C’est également pour cette raison que, l’an dernier, le Dow Jones Sustainability Index a placé Atos au premier rang européen et mondial dans son secteur d’activité sur les enjeux de responsabilité d’entreprise et de développement durable.

Cette distinction révèle une conviction profondément ancrée dans le groupe : les enjeux de performance économique et les enjeux de responsabilité sociale et environnementale sont profondément liés. Ils doivent donc être traités de façon intégrée.

 

Un triple enjeu

Et, dans le contexte actuel, nous voyons émerger trois enjeux qui lient profondément la performance et la responsabilité de l’entreprise :

  • Un enjeu technologique tout d’abord : nous entrons en ce moment dans un nouveau cycle, marqué notamment par l’explosion de l’intelligence artificielle et de l’IoT ou Internet des Objets.

Ce cycle va être marqué par de profonds changements dans les modèles économiques des entreprises, dans notre rapport aux données mais aussi dans notre vie quotidienne. Mais il va être aussi l’objet, au sein de nos sociétés, d’un intense questionnement sur les dimensions éthiques, les impacts et les garde-fous.

A la question de la capacité technique s’ajoute de plus en plus de celle du caractère éthique : au « pouvons-nous techniquement et juridiquement le faire » s’adjoint le « devrions-nous le faire ? », est-ce bénéfique pour les sociétés qui nous entourent ?

  • Ce questionnement témoigne d’un deuxième enjeu, l’enjeu comportemental. Nous voyons arriver comme autant de vagues successives les thématiques de la déconnexion, de l’addiction aux écrans, de l’infobésité.

Atos, qui a été à l’origine du programme « zéro email », suit naturellement ces questions avec une attention particulière.

Toutes ces thématiques expriment un même constat : à mesure que la technologie et les données deviennent la trame de nos vies quotidiennes, nous ne pouvons faire l’économie d’une réflexion d’ampleur sur les effets de cette révolution sur les individus, les rapports sociaux ou le rôle de l’entreprise.

  • Le troisième enjeu, essentiel, c’est l’enjeu environnemental – et, en premier lieu, celui de notre consommation énergétique.

Le volume de nos données que l’humanité génère va exploser : il pourrait être multiplié par 5 entre 2019 et 2025 – et ce n’est là qu’un début.

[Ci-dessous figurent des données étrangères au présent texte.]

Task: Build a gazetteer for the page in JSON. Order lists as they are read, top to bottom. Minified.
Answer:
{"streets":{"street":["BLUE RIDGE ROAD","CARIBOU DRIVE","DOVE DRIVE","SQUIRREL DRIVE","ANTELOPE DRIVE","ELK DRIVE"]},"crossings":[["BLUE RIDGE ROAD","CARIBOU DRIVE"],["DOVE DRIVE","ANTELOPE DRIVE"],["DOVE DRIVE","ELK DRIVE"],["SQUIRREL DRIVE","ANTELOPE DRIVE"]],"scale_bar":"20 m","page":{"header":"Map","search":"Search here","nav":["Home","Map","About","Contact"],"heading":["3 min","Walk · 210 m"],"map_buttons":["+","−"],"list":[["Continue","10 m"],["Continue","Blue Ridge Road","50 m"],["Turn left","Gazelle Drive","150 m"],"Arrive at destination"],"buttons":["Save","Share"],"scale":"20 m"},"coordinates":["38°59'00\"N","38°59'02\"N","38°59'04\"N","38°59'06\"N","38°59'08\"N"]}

Ces volumes de données, ainsi que les nouveaux usages qui émergent, nécessitent des capacités de calcul colossales. Mais l’augmentation des capacités de calcul ne pourra pas se faire au prix d’une augmentation à l’identique de notre consommation énergétique.

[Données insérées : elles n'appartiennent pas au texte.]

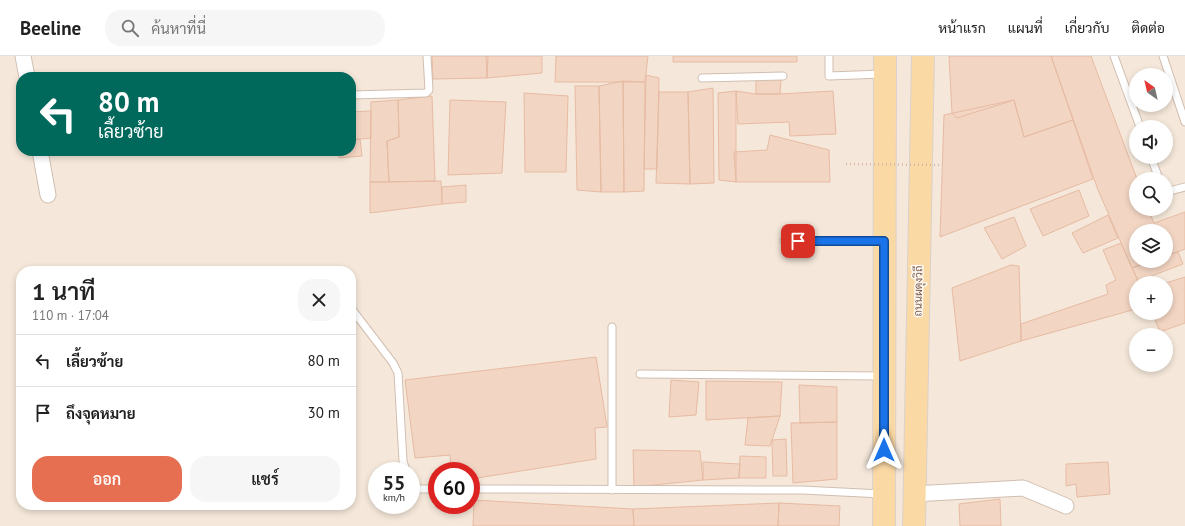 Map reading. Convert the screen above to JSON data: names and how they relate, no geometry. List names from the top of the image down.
{
  "streets": {
    "main road": ["ถนนผดุงวิถี"]
  },
  "north": "top left",
  "page": {
    "header": "Beeline",
    "search": "ค้นหาที่นี่",
    "nav": [
      "หน้าแรก",
      "แผนที่",
      "เกี่ยวกับ",
      "ติดต่อ"
    ],
    "map_buttons": ["+", "−"],
    "turn": ["80 m", "เลี้ยวซ้าย"],
    "heading": ["1 นาที", "110 m · 17:04"],
    "list": [
      {
        "name": "เลี้ยวซ้าย",
        "value": "80 m"
      },
      {
        "name": "ถึงจุดหมาย",
        "value": "30 m"
      }
    ],
    "buttons": ["ออก", "แชร์"],
    "speed": "55 km/h",
    "limit": "60"
  }
} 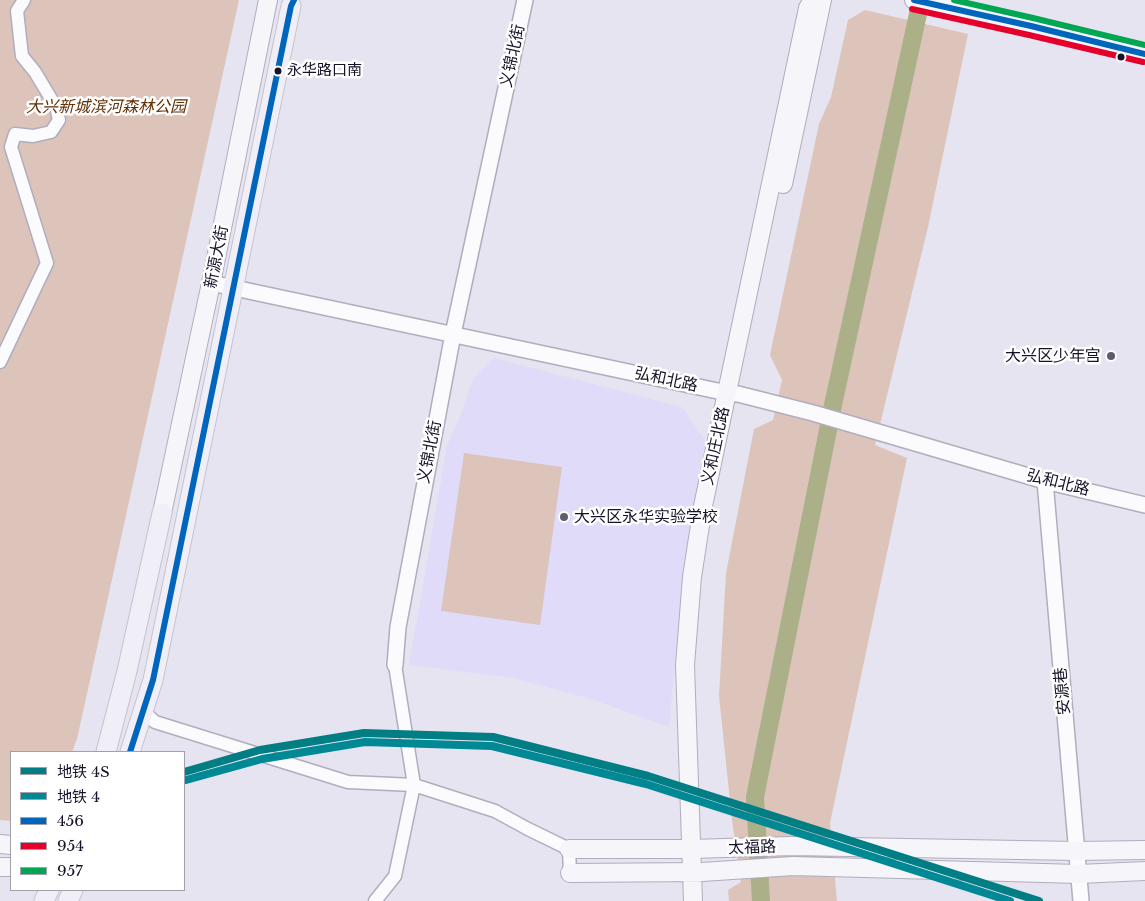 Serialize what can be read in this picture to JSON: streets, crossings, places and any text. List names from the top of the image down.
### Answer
{
  "streets": {
    "main road": ["新源大街", "义和庄北路", "太福路"],
    "street": ["义锦北街", "弘和北路", "安源巷"]
  },
  "crossings": [
    ["义锦北街", "弘和北路"],
    ["新源大街", "弘和北路"],
    ["弘和北路", "义和庄北路"],
    ["弘和北路", "安源巷"],
    ["义和庄北路", "太福路"],
    ["安源巷", "太福路"]
  ],
  "parks": ["大兴新城滨河森林公园"],
  "places": ["永华路口南", "大兴区少年宫", "大兴区永华实验学校"],
  "lines": [
    "transit line 456",
    "transit line 957",
    "transit line 954",
    "metro line 4S",
    "metro line 4"
  ],
  "legend": [
    "地铁 4S",
    "地铁 4",
    "456",
    "954",
    "957"
  ]
}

Un exemple pour s’en rendre compte : Atos fait partie des leaders mondiaux en matière de supercalculateurs, ces ordinateurs de pointe utilisés dans des domaines très divers comme la simulation, la recherche médicale ou l’étude du climat.

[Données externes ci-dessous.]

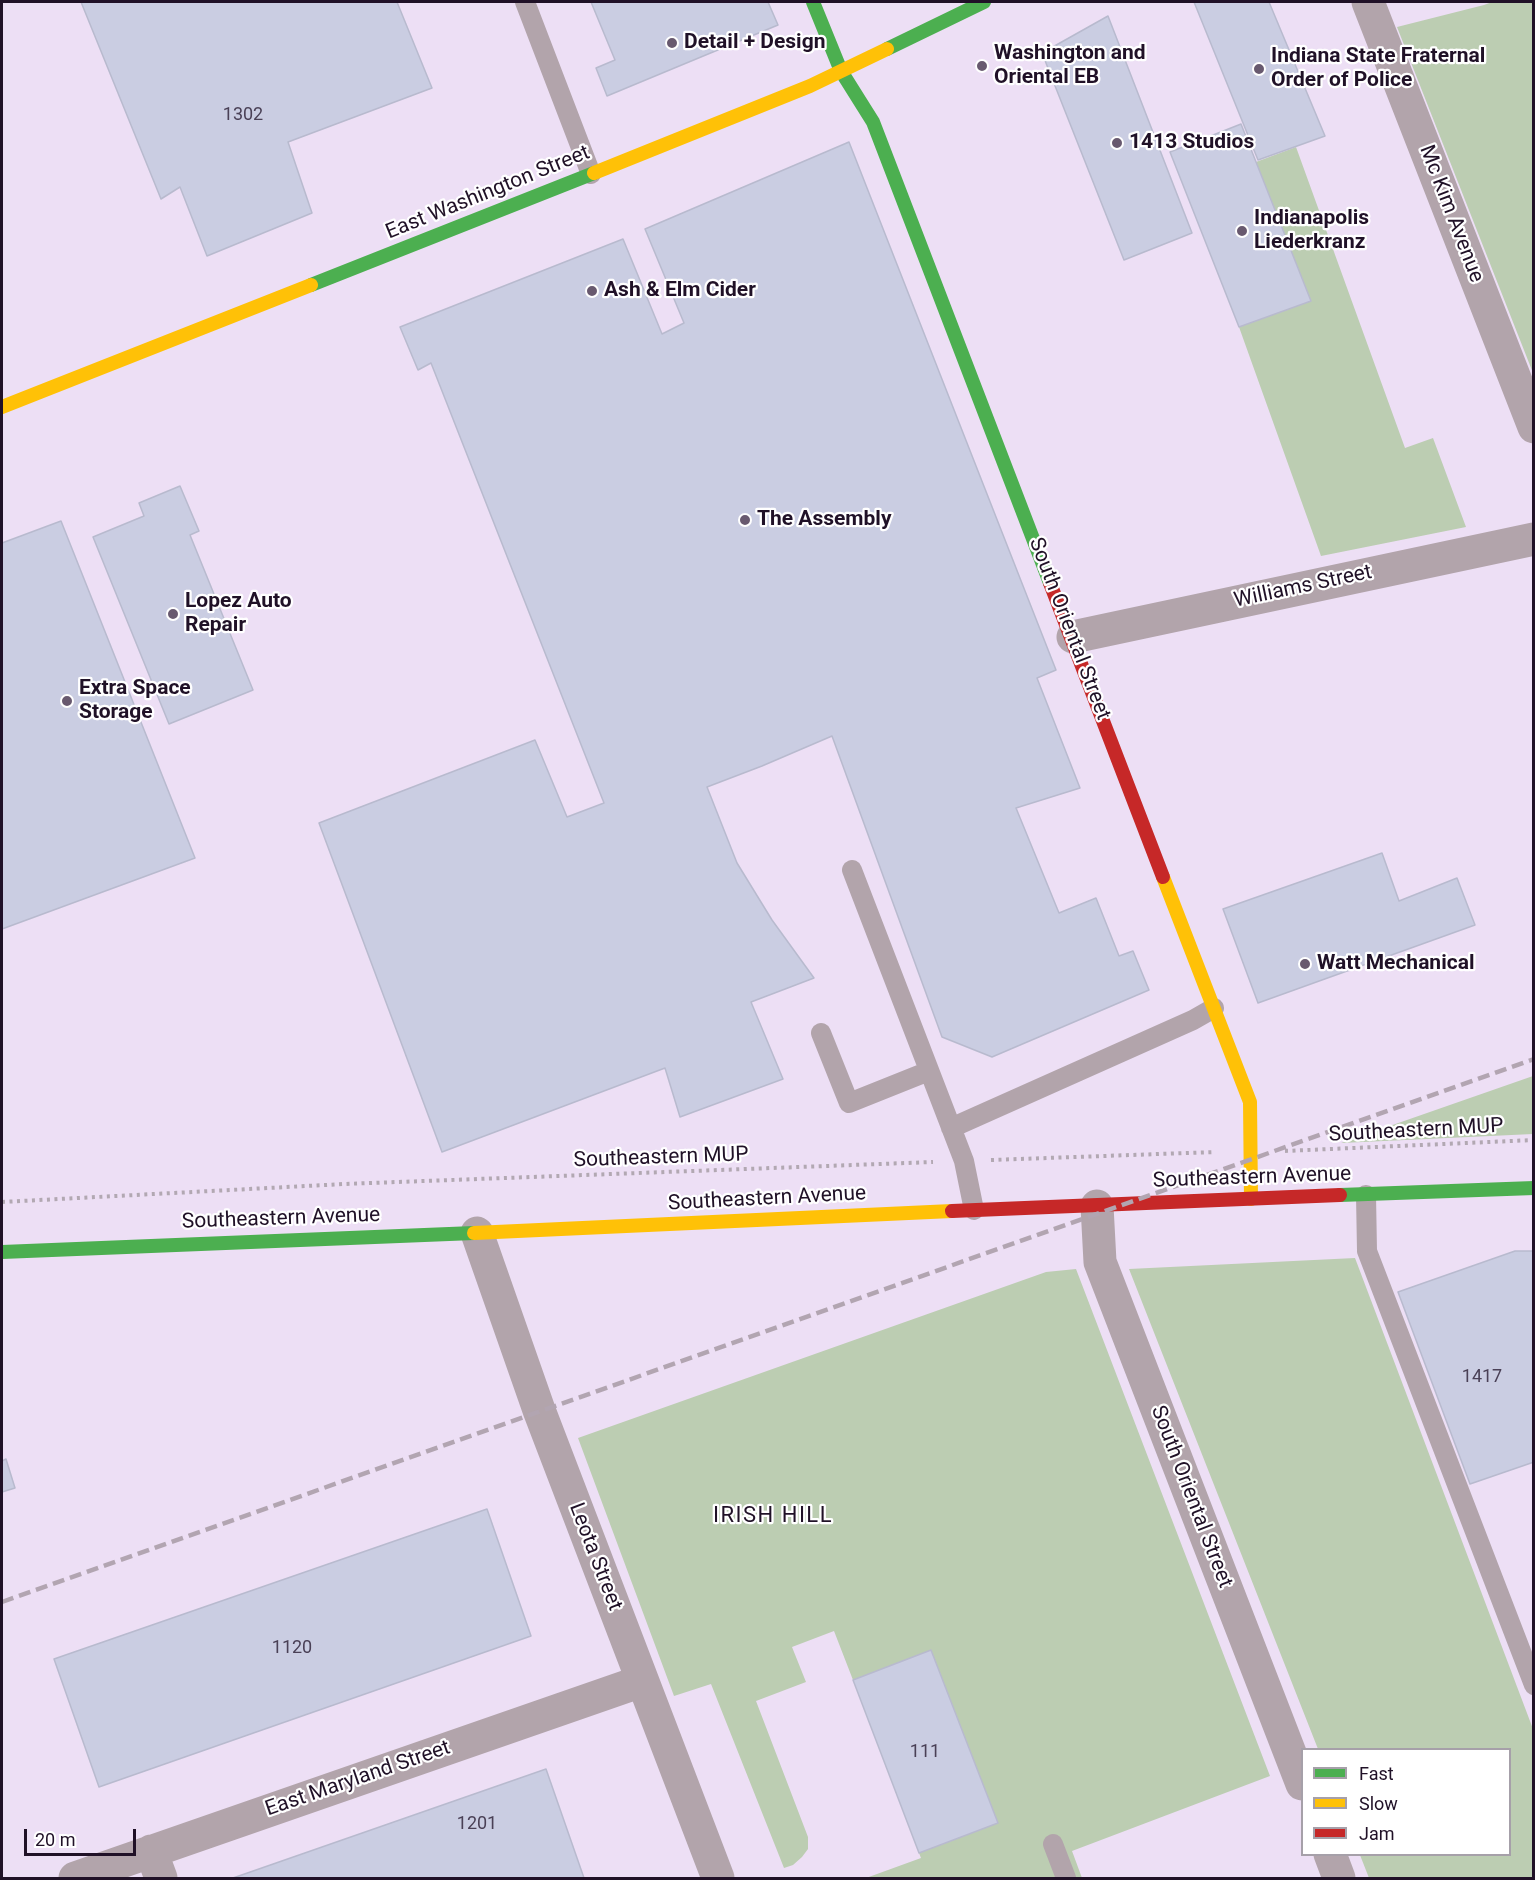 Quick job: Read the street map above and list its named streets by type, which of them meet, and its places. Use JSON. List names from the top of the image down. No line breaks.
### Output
{"streets":{"main road":["East Washington Street","South Oriental Street","Southeastern Avenue"],"street":["Mc Kim Avenue","Williams Street","Leota Street","East Maryland Street"],"path":["Southeastern MUP"]},"crossings":[["East Washington Street","South Oriental Street"],["Williams Street","South Oriental Street"],["South Oriental Street","Southeastern MUP"],["South Oriental Street","Southeastern Avenue"],["Southeastern Avenue","Leota Street"],["Leota Street","East Maryland Street"]],"districts":["IRISH HILL"],"places":["Detail + Design","Washington and Oriental EB","Indiana State Fraternal Order of Police","1413 Studios","Indianapolis Liederkranz","Ash & Elm Cider","The Assembly","Lopez Auto Repair","Extra Space Storage","Watt Mechanical"],"house_numbers":["1302","1417","1120","111","1201"],"legend":["Fast","Slow","Jam"],"scale_bar":"20 m"}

Dans ce domaine s’opère actuellement une course à l’exascale, ou la capacité à opérer un milliard de milliard d’opérations à la seconde.

Impossible cependant d’atteindre l’exascale sur les bases énergétiques qui ont permis d’atteindre le petaflops – cela signifierait que chaque supercalculateur consommerait autant d’électricité qu’une ville entière !

Là aussi, Atos ne découvre pas ces sujets : aujourd’hui, 15 des 100 supercalculateurs les plus éco-responsables au monde ont été fabriqués par nos soins. Nous sommes donc pleinement conscients que la seule performance technique n’absout pas d’une mauvaise performance énergétique.

 

Un point d’étape positif, pas un satisfecit

Loin de se limiter à ce sujet, Atos a multiplié les initiatives en matière environnementale.

A la fin de l’année dernière, nous avons inauguré le datacenter de nouvelle génération des Clayes-sous-Bois, 30 % plus économe en énergie. Et nous venons d’annoncer que le groupe compensait désormais 100% de ses émissions en CO2.

Toutes ces mesures ne sont pas une finalité en soi, mais une étape sur le chemin qui nous permettra de progresser toujours davantage sur ces trois enjeux.

Ce rapport 2019 n’est donc qu’un rapport d’étape dans notre cheminement vers une entreprise responsable, impliquée, et actrice engagée du progrès durable de nos sociétés.

Ce chemin est long, ardu et exigeant – mais il serait irresponsable, pour les entreprises du numérique, de ne pas choisir de l’emprunter.